Neue schonende Verfahren zur Behandlung von Vorhofflimmern
Prof. Dr. Martin Brück widmete sich den neuesten Entwicklungen in der Behandlung von Vorhofflimmern, einer der häufigsten Herzrhythmusstörungen. Vorhofflimmern betrifft besonders ältere Menschen und kann durch ein EKG diagnostiziert werden. Es äußert sich oft durch Herzrasen, unregelmäßigen Puls, Schwindel oder Kurzatmigkeit. Ursachen sind unter anderem Bluthochdruck, Diabetes und Übergewicht. Die Therapie reicht von blutverdünnenden Medikamenten bis hin zu rhythmusstabilisierenden Maßnahmen wie Kardioversion oder Ablation.
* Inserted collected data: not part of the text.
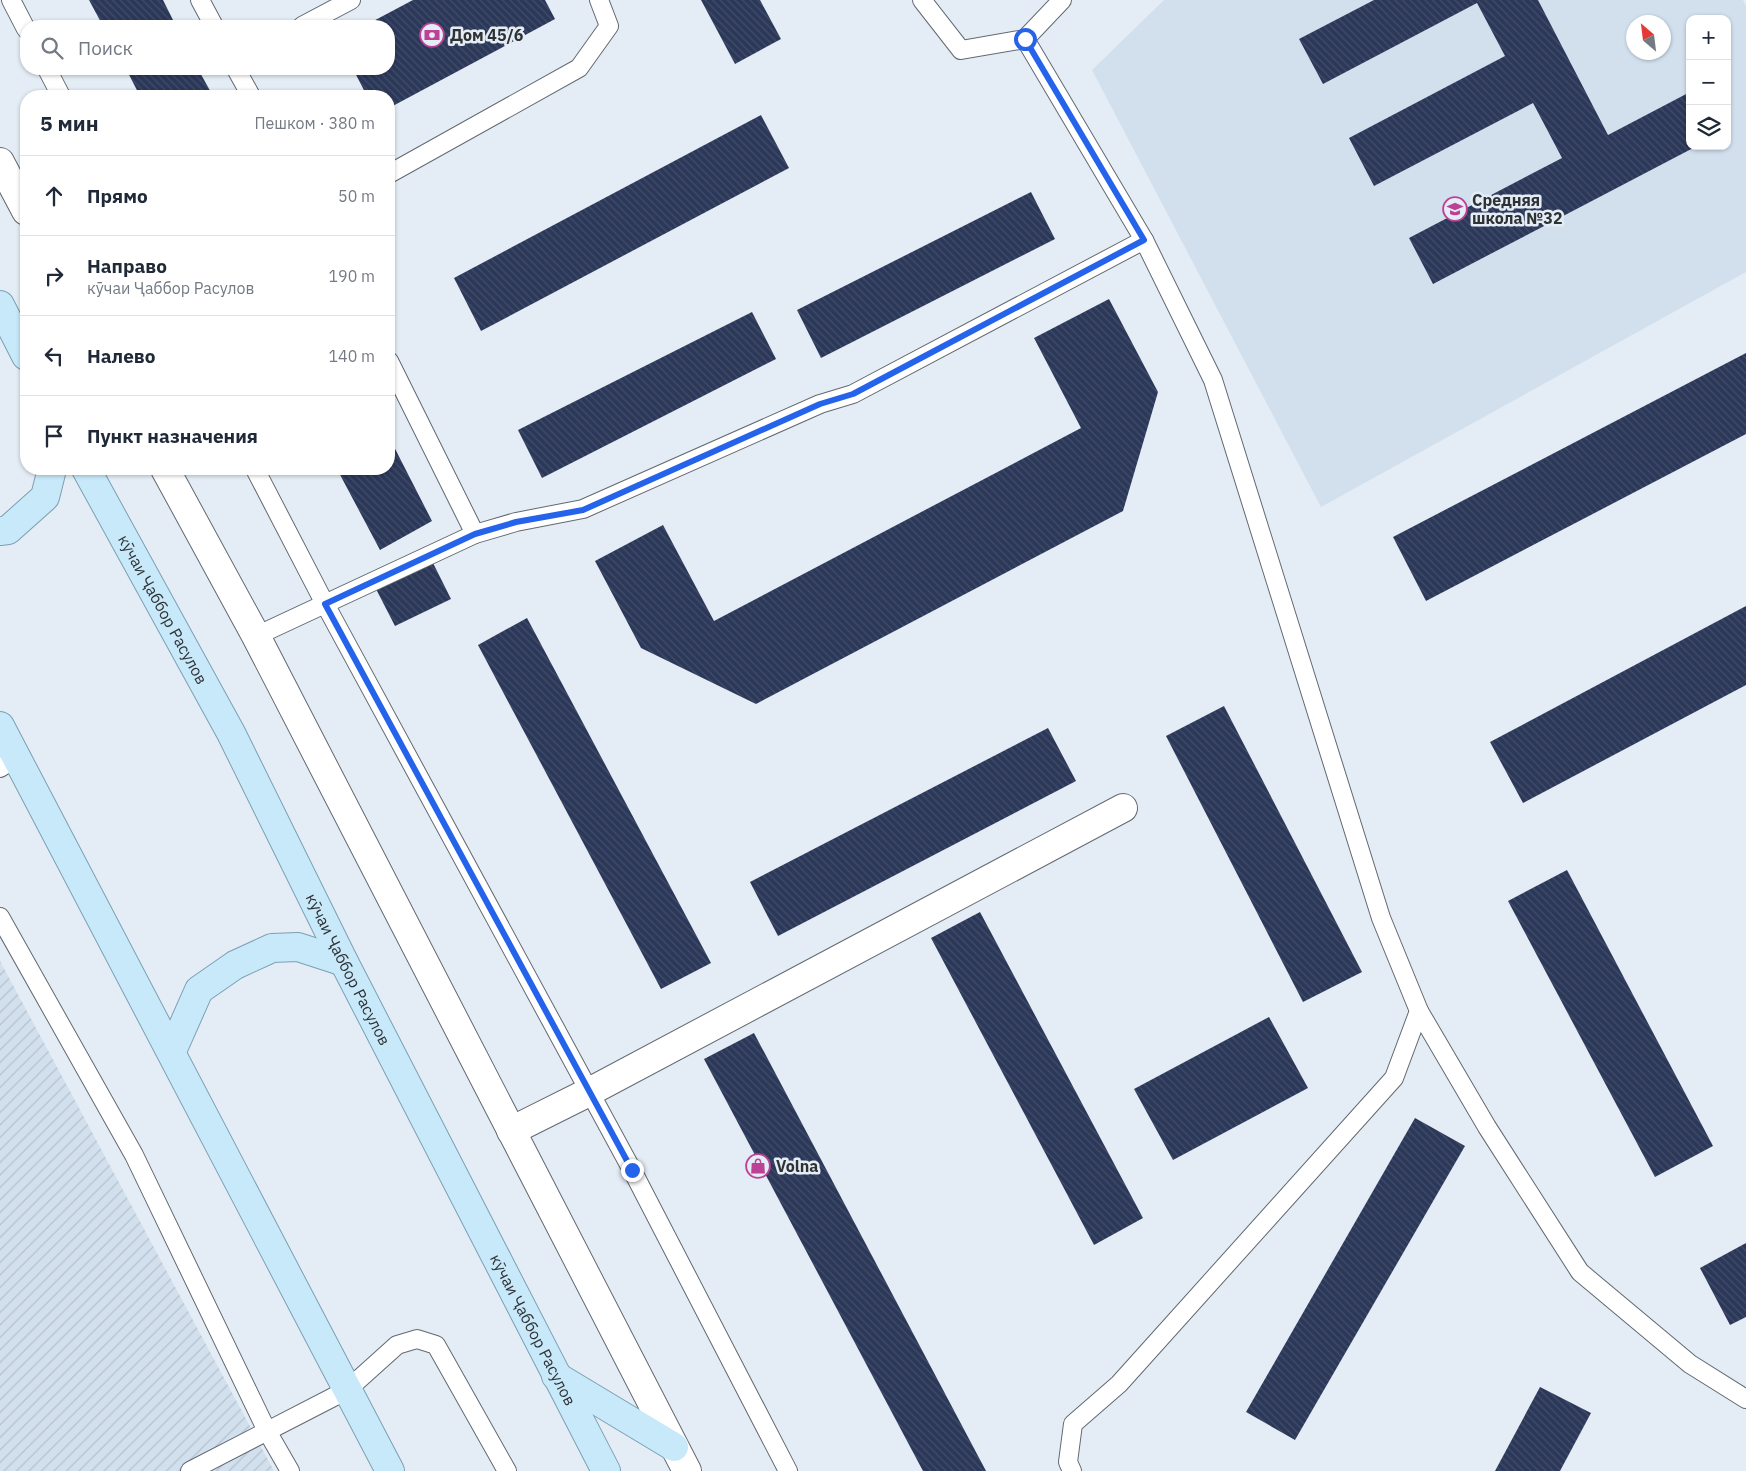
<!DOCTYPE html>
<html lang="ru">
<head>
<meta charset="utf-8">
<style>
  :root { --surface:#fff; --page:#f2f2f3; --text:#1f2937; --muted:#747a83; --line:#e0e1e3 }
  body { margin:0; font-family:"IBM Plex Sans",sans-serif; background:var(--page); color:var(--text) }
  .controls { position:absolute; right:15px; top:15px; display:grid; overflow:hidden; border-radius:10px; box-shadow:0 1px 4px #0004 }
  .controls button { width:45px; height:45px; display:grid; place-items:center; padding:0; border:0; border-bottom:1px solid var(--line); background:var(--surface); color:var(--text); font:25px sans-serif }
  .compass { position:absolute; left:1626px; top:15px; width:45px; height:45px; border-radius:50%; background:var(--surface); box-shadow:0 1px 4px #0004; rotate:332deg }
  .stop { position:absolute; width:15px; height:15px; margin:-11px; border:4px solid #2563eb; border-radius:50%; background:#fff }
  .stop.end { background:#2563eb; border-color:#fff; box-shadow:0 1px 5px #0008 }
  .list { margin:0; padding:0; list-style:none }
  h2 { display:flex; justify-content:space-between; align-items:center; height:65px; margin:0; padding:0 20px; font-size:21px }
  h2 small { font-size:16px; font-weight:400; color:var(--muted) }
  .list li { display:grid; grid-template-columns:32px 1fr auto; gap:15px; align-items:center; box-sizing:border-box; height:80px; padding:0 20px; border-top:1px solid var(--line) }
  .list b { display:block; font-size:19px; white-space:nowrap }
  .list p { margin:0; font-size:16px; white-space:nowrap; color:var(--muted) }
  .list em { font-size:16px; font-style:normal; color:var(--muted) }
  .icon { flex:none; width:28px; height:28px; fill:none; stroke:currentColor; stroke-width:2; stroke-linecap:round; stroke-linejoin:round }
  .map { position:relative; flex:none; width:1746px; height:1471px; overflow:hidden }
  .search { position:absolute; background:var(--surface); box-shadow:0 1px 4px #0004; left:20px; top:20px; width:375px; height:55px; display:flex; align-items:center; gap:12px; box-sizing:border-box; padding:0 18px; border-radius:20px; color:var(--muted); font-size:19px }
  .panel { position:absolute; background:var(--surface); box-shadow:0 1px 4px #0004; left:20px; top:90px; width:375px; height:385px; border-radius:20px }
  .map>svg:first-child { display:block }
</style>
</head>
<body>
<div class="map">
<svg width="1746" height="1471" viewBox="0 0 1746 1471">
  <defs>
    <pattern id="industrial-furrows" width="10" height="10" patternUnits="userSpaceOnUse" patternTransform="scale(1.25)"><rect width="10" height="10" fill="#d2e0ee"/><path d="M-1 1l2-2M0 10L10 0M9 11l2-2" fill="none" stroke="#b5c1cd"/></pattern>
    <pattern id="building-back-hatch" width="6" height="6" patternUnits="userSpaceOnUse" patternTransform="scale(1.25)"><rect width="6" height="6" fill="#2c3859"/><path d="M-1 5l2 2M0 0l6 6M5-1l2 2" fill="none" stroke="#424d69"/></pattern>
  </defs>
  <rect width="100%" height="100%" fill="#e4ecf5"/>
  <path fill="#d2e0ee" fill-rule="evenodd" d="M1164,0H1743L1746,6V272L1321,507L1092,70ZM1690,19H1727V146H1690ZM1634,22H1664V52H1634Z"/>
  <polygon fill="url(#industrial-furrows)" points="0,961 274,1471 0,1471"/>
  <g fill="url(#building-back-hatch)">
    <polygon points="89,0 163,0 176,26 103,26"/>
    <polygon points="413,0 545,0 555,19 389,108 389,96 367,96 353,69 389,69 389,26 364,26"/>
    <polygon points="701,0 760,0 781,39 735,64"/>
    <polygon points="1374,0 1538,0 1608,135 1690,92 1690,146 1697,146 1433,284 1409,238 1562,158 1533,103 1374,186 1349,138 1505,56 1477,3 1323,84 1299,39"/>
    <polygon points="126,69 198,69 213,96 140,96"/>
    <polygon points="761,115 789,168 481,331 454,278"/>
    <polygon points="1031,192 1055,239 821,358 797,310"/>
    <polygon points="1109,299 1158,392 1123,511 756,704 641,648 595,561 663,525 714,621 1081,428 1034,338"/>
    <polygon points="752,312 776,359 542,478 518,430"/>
    <polygon points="1746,353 1746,434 1426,601 1393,537"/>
    <polygon points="389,437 432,521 380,550 337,469 389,469"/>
    <polygon points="431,559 451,599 395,626 375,587"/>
    <polygon points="1746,606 1746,685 1523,803 1490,742"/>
    <polygon points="527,618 711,963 661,989 478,645"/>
    <polygon points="1224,706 1362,972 1303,1002 1166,736"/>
    <polygon points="1048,728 1076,781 778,936 750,882"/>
    <polygon points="1567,870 1713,1146 1655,1177 1508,901"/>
    <polygon points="980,912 1143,1218 1094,1245 931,938"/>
    <polygon points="1269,1017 1308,1088 1173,1160 1134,1089"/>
    <polygon points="754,1033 986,1471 923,1471 704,1059"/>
    <polygon points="1415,1118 1465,1146 1295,1440 1246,1412"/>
    <polygon points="1746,1243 1746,1317 1730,1325 1700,1268"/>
    <polygon points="1540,1387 1591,1413 1560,1471 1495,1471"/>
  </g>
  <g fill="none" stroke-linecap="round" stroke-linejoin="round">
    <g stroke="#626971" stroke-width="20">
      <g id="service">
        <polyline points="11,0 26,29"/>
        <polyline points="200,0 214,26"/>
        <polyline points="922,0 961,50 1025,39 1144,240 1213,380 1381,918 1419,1011 1394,1078 1119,1384 1073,1424 1068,1462 1072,1471"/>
        <polyline points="302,26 351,0"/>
        <polyline points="1025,39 1062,0"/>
        <polyline points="47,69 61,96"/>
        <polyline points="236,69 251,96"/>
        <polyline points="389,174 579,68 609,26 599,0"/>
        <polyline points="389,361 475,534"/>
        <polyline points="255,469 325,604 632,1170 788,1471"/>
        <polyline points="256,636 475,534 516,522 583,509 820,404 853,394 1144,240"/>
        <polyline points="0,768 17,757"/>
        <polyline points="0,917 134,1155 267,1431 290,1471"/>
        <polyline points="1419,1011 1487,1127 1580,1272 1690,1364 1746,1399"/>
        <polyline points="190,1471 347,1390 397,1345 417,1339 436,1345 507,1471"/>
      </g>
    </g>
    <g stroke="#626971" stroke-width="30">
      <g id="minor">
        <polyline points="0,162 26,211"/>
        <polyline points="165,469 256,636 687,1471"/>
        <polyline points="511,1131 589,1092 1123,808"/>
      </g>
    </g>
    <g stroke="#7ba0b3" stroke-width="30">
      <g id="primary">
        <polyline points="0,305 26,356"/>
        <path id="s1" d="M86,469L231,733L344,962L606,1471"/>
        <polyline points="0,531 8,530 45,497 52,469"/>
        <polyline points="0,726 390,1471"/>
        <polyline points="172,1051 199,990 235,965 272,948 298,947 344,962"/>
        <polyline points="556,1376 674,1447"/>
      </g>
    </g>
    <use href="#service" stroke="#fff" stroke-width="18"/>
    <use href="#minor" stroke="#fff" stroke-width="28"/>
    <use href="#primary" stroke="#c8e9fa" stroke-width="28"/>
  </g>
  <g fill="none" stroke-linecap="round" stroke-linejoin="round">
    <polyline stroke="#2563eb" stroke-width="6" points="632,1170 325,604 475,534 516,522 583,510 820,404 853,394 1144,240 1025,39"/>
  </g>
  <defs>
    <g id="bank-ring" transform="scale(1.25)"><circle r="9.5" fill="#e4ecf5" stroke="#bc4295" stroke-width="1.5"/><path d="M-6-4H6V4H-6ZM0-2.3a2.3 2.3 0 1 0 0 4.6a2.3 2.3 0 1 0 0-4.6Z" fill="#bc4295"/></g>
    <g id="school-ring" transform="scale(1.25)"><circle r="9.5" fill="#e4ecf5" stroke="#bc4295" stroke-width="1.5"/><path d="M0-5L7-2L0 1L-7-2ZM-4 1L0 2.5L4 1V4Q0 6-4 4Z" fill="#bc4295"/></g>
    <g id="shop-ring" transform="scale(1.25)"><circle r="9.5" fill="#e4ecf5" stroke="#bc4295" stroke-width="1.5"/><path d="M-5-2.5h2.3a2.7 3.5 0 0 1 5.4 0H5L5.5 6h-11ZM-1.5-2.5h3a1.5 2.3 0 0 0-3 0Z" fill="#bc4295"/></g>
  </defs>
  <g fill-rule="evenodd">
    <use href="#bank-ring" x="432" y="35"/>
    <use href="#school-ring" x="1455" y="209"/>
    <use href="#shop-ring" x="758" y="1166"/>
  </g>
  <g text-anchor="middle" stroke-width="5" stroke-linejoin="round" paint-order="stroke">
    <g font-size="16" font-weight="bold" fill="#2f3235" stroke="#e4ecf5" text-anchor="start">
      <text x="450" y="41">Дом 45/6</text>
      <text x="1472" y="206">Средняя<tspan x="1472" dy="18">школа №32</tspan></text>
      <text x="776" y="1172">Volna</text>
    </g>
    <g font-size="16" fill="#2f3235" stroke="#e4ecf5">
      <text dy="6" stroke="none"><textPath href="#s1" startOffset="160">кӯчаи Ҷаббор Расулов</textPath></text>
      <text dy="6" stroke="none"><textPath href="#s1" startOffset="565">кӯчаи Ҷаббор Расулов</textPath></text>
      <text dy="6" stroke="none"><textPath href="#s1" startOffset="970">кӯчаи Ҷаббор Расулов</textPath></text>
    </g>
  </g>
</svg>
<div class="controls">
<button>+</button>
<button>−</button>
<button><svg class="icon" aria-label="layers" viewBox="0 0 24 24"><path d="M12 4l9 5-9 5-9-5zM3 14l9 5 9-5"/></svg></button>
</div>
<svg class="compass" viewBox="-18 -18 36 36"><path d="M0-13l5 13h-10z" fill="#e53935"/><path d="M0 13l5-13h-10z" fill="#747a83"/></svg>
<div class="stop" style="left:1025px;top:39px"></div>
<div class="stop end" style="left:632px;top:1170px"></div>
<div class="search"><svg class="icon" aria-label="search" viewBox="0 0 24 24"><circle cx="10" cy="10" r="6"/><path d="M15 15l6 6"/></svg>Поиск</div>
<section class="panel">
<h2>5 мин<small>Пешком · 380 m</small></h2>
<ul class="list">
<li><svg class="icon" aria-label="ahead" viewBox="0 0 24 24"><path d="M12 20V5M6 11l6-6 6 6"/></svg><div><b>Прямо</b></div><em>50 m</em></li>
<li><svg class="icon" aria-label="right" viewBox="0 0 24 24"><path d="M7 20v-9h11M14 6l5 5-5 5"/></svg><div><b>Направо</b><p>кӯчаи Ҷаббор Расулов</p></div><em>190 m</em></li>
<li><svg class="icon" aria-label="left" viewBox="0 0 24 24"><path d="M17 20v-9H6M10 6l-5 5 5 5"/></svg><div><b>Налево</b></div><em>140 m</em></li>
<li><svg class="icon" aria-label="arrive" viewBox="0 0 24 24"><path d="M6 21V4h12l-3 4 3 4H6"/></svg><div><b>Пункт назначения</b></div></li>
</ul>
</section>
</div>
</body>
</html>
Ein bedeutender Fortschritt ist die Pulsed Field Ablation (PFA), die Prof. Brück als besonders schonendes Verfahren präsentierte. Im Gegensatz zu herkömmlichen Methoden, die Hitze oder Kälte nutzen, arbeitet PFA mit kurzen elektrischen Feldern, die gezielt die fehlerhaften Herzmuskelzellen zerstören. „Bei der PFA wird ein Katheter über die Blutgefäße bis zum Herzen geführt. Dort werden gezielte elektrische Impulse abgegeben, die nur die erkrankten Zellen veröden, während umliegendes Gewebe wie Speiseröhre oder Blutgefäße geschont wird“, erklärte Prof. Dr. Brück. Dieser Vorgang ist besonders präzise und reduziert das Risiko von Komplikationen im Vergleich zu herkömmlichen Ablationsmethoden. „Mit der Pulsed Field Ablation können wir Vorhofflimmern noch gezielter und mit geringeren Nebenwirkungen behandeln“, verdeutlichte der Chefarzt abschließend.